O órgão de fiscalização da concorrência do Reino Unido intensificou sua investigação sobre um acordo de aquisição de £ 75 milhões que poderia resultar na saída do proprietário da Kingsmill da rival de pão fatiado Hovis.
A Associated British Foods (ABF), que também é proprietária da rede de roupas Primark, Planos confirmados para comprar Hovis Endless de proprietários de private equity em agosto, combinando a segunda e a terceira maiores marcas de pão do Reino Unido.
no entanto, Autoridade da Concorrência e dos Mercados (CMA) lançou agora uma investigação aprofundada para saber se o acordo poderia prejudicar os consumidores, reduzindo potencialmente a escolha nos supermercados e aumentando os preços.
A notícia veio no momento em que a ABF emitiu um alerta de lucro dizendo que esperava que o lucro operacional ajustado para o grupo mais amplo fosse “abaixo do ano passado”, fazendo com que as ações do grupo caíssem 11% na manhã de quinta-feira.

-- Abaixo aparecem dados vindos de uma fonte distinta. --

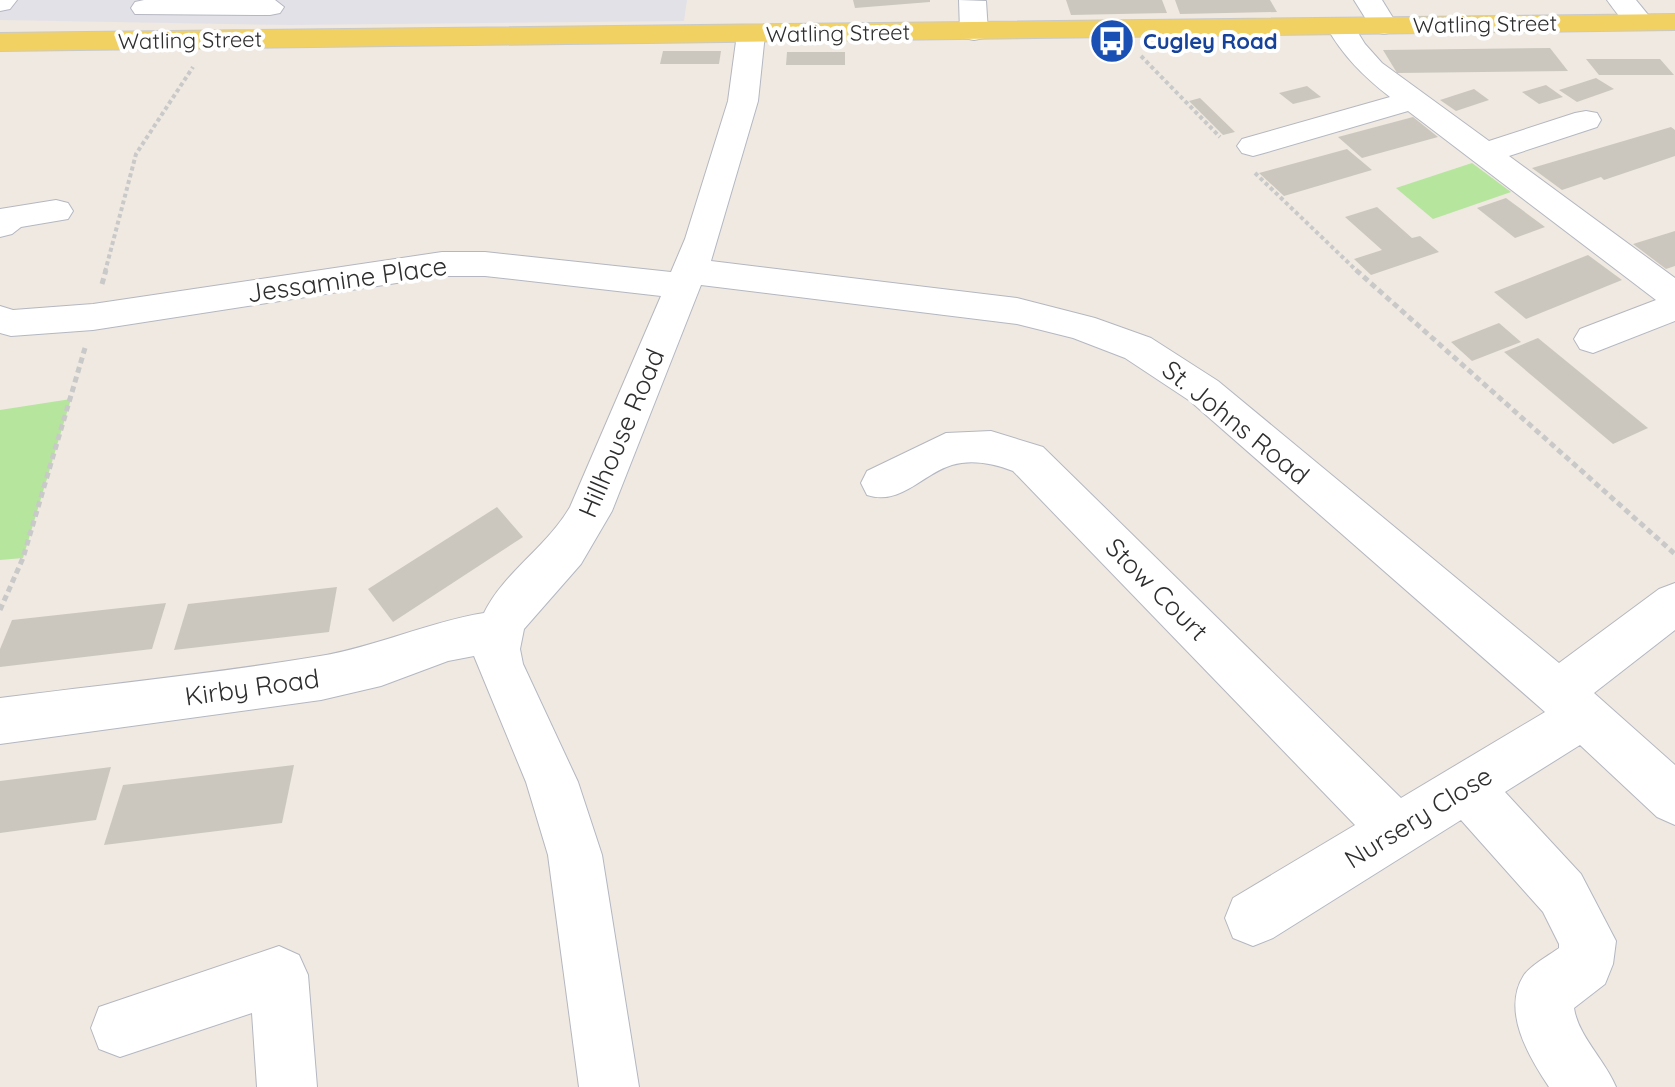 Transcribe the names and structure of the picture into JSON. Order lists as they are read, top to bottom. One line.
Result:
{"streets":{"main road":["Watling Street"],"street":["Jessamine Place","St. Johns Road","Hillhouse Road","Stow Court","Kirby Road","Nursery Close"]},"crossings":[["Watling Street","Hillhouse Road"],["Jessamine Place","St. Johns Road"],["Jessamine Place","Hillhouse Road"],["St. Johns Road","Hillhouse Road"],["St. Johns Road","Nursery Close"],["Hillhouse Road","Kirby Road"],["Stow Court","Nursery Close"]],"places":{"bus stop":["Cugley Road"]}} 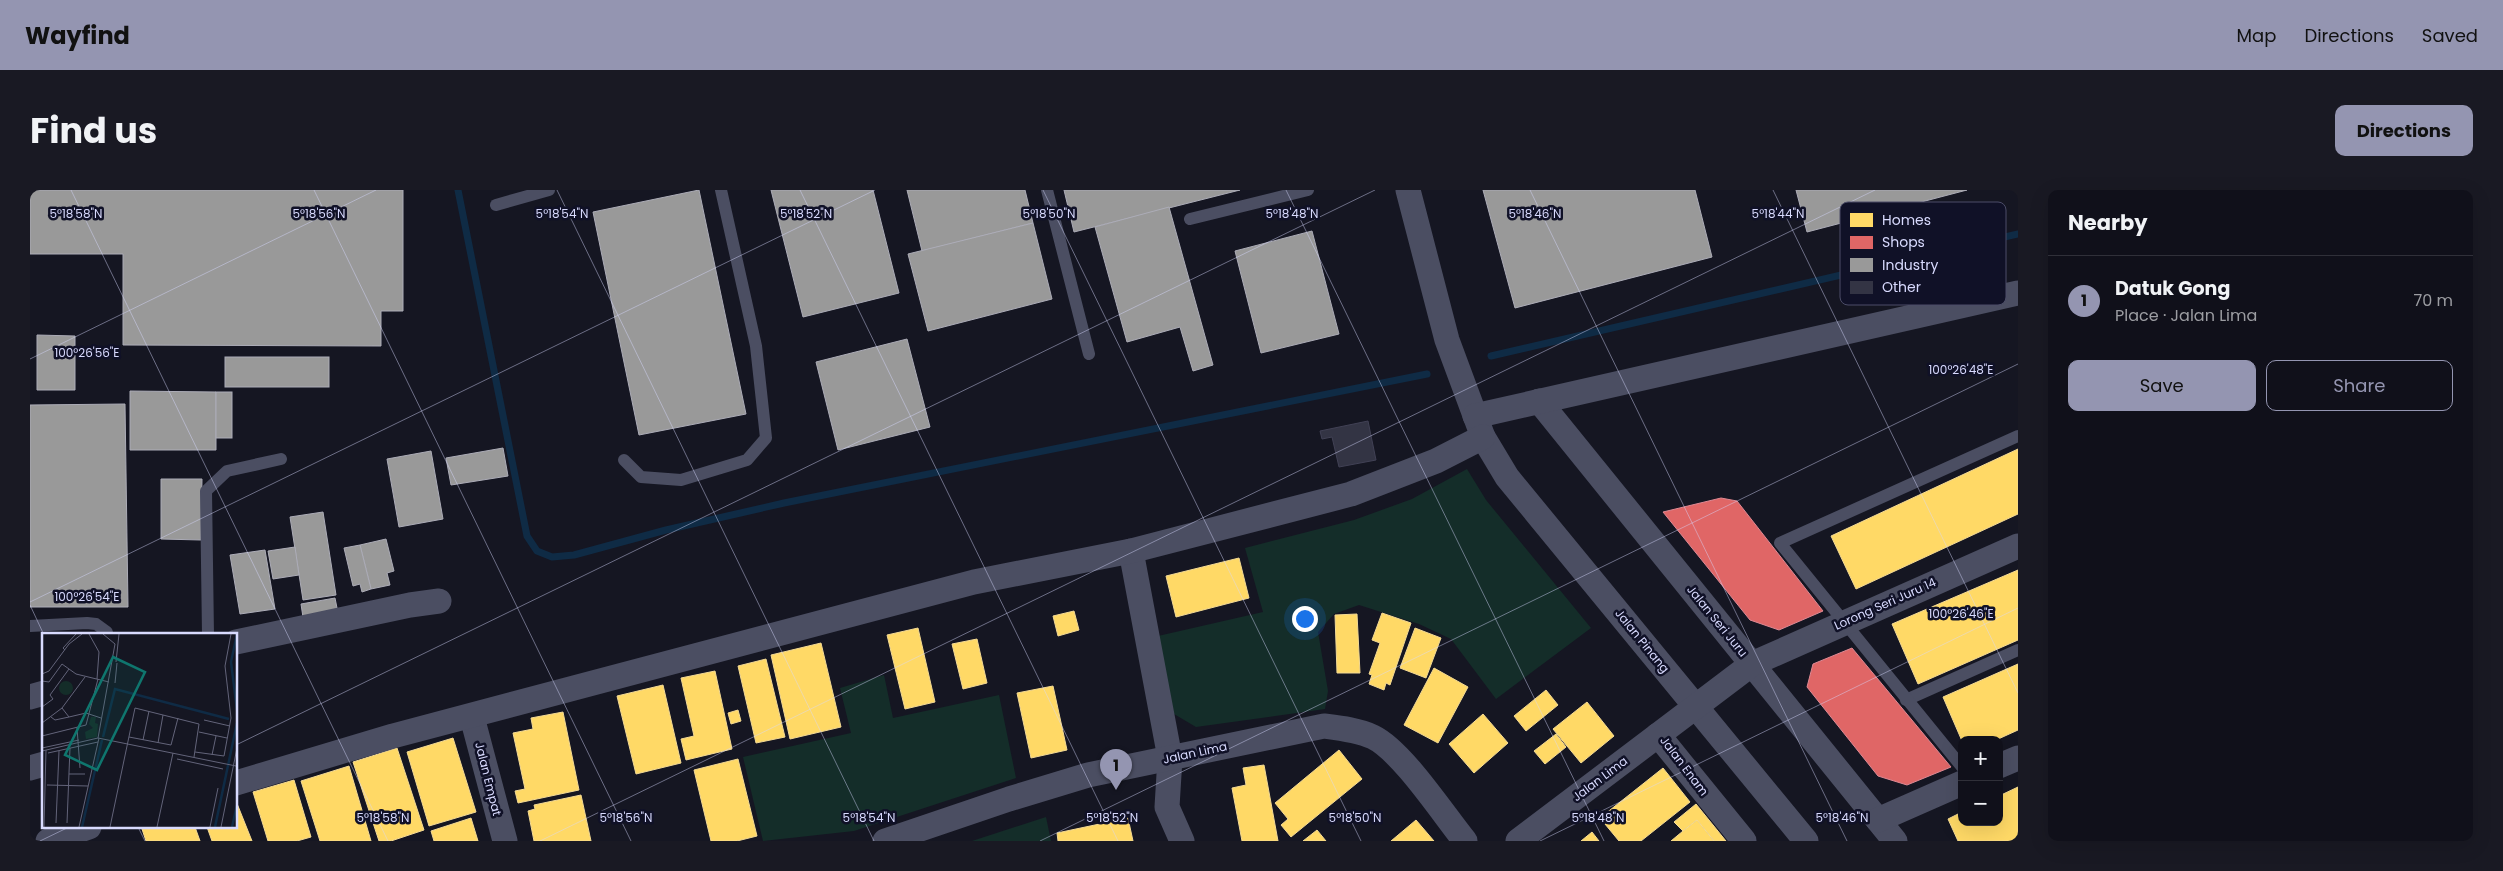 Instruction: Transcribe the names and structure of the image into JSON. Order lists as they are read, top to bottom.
{
  "streets": {
    "street": [
      "Lorong Seri Juru 14",
      "Jalan Seri Juru",
      "Jalan Pinang",
      "Jalan Lima",
      "Jalan Enam",
      "Jalan Empat"
    ]
  },
  "crossings": [
    ["Lorong Seri Juru 14", "Jalan Seri Juru"],
    ["Lorong Seri Juru 14", "Jalan Enam"],
    ["Jalan Seri Juru", "Jalan Enam"],
    ["Jalan Pinang", "Jalan Enam"],
    ["Jalan Lima", "Jalan Enam"]
  ],
  "legend": [
    "Homes",
    "Shops",
    "Industry",
    "Other"
  ],
  "page": {
    "header": "Wayfind",
    "nav": ["Map", "Directions", "Saved"],
    "title": "Find us",
    "buttons": [
      "Directions",
      ["Save", "Share"]
    ],
    "heading": "Nearby",
    "list": [
      {
        "mark": "1",
        "name": "Datuk Gong",
        "note": "Place · Jalan Lima",
        "value": "70 m"
      }
    ],
    "map_buttons": ["+", "−"],
    "pins": "1"
  },
  "coordinates": [
    "5°18'54\"N",
    "5°18'52\"N",
    "5°18'48\"N",
    "5°18'44\"N",
    "5°18'58\"N",
    "5°18'56\"N",
    "5°18'50\"N",
    "5°18'46\"N",
    "100°26'56\"E",
    "100°26'48\"E",
    "100°26'54\"E",
    "100°26'46\"E"
  ]
} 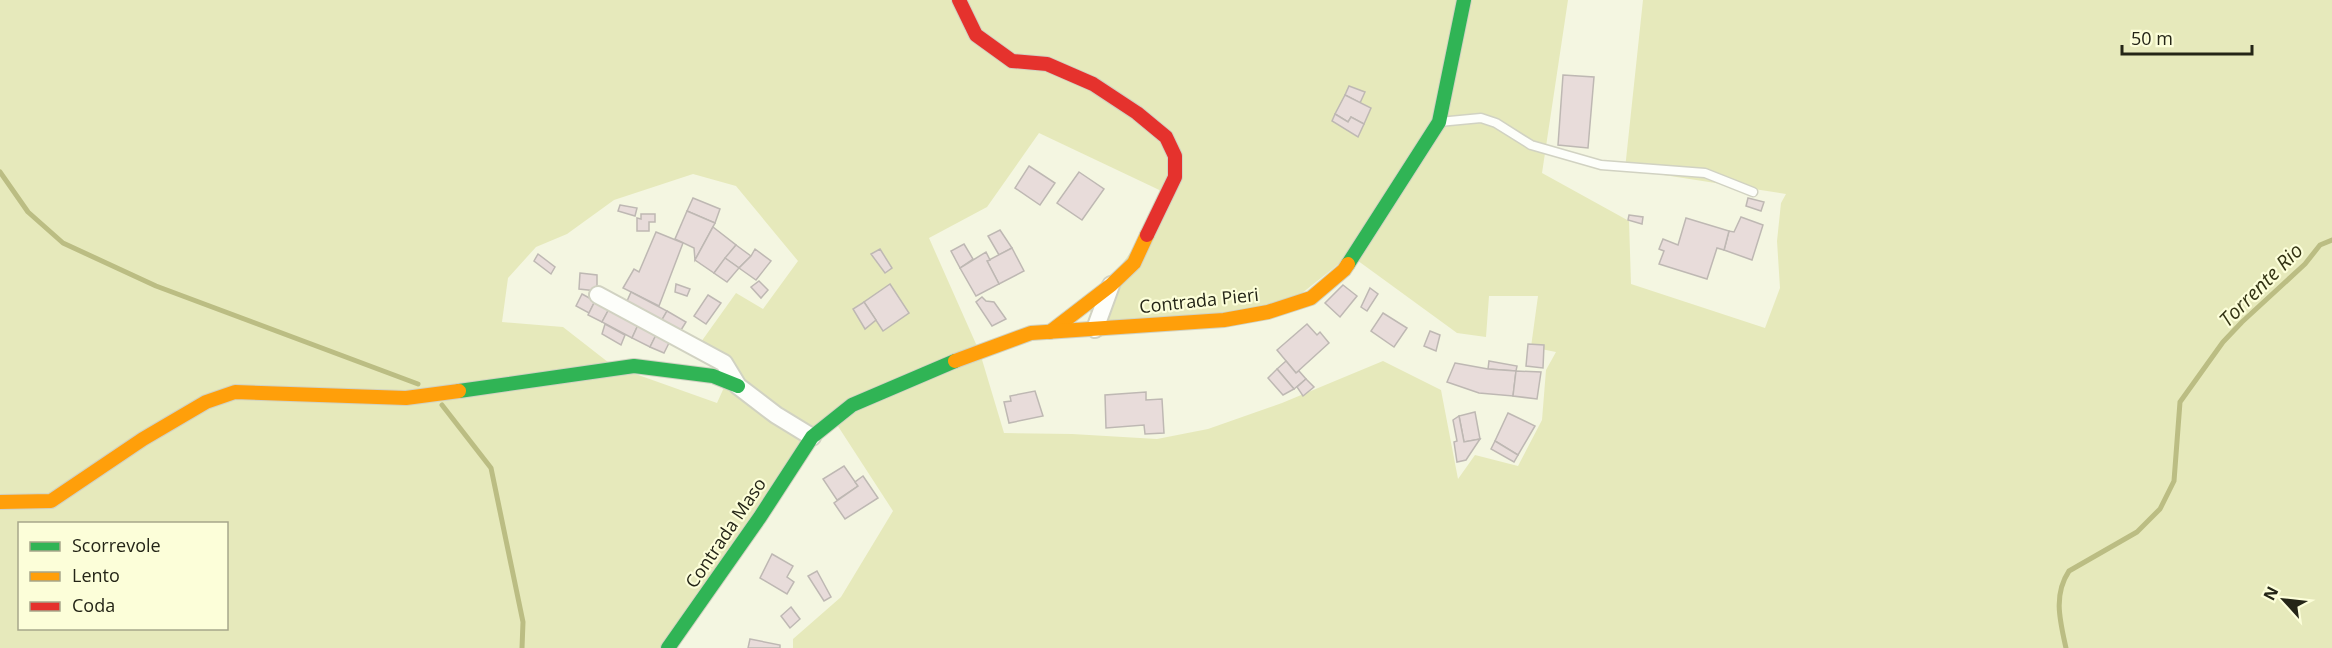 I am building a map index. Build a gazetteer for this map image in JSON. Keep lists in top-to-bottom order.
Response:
{
  "streets": {
    "street": ["Contrada Pieri", "Contrada Maso"]
  },
  "crossings": [
    ["Contrada Pieri", "Contrada Maso"]
  ],
  "water": ["Torrente Rio"],
  "legend": ["Scorrevole", "Lento", "Coda"],
  "scale_bar": "50 m",
  "north": "top left"
}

A CMA, que inicialmente levantou preocupações em dezembro, disse na quinta-feira que estava lançando sua própria investigação de “Fase 2” para confirmar se a aquisição resultaria em uma “redução substancial da concorrência” para produtos de panificação produzidos em massa.
O regulador terá, em última análise, de decidir se as marcas enfrentam concorrência suficiente em preço e qualidade por parte das marcas próprias dos supermercados e outras alternativas, bem como do líder de mercado do Reino Unido, Warburtons, que responde por mais de um quarto das vendas de pão fatiado embalado.
A aquisição foi anunciada em agosto em meio a um declínio na popularidade de pães fatiados e assados produzidos em massa como clientes. Abandone os alimentos ultraprocessados e opte pelo pão mais tradicional.
A investigação da CMA deve durar pelo menos até o final de junho, desacelerando o ritmo da fusão da Bread. No entanto, os diretores da Hovis disseram em artigos publicados neste verão que achavam que qualquer acordo era “improvável de ser concluído” antes de setembro de 2026, e as revisões provavelmente continuariam pelo menos até então.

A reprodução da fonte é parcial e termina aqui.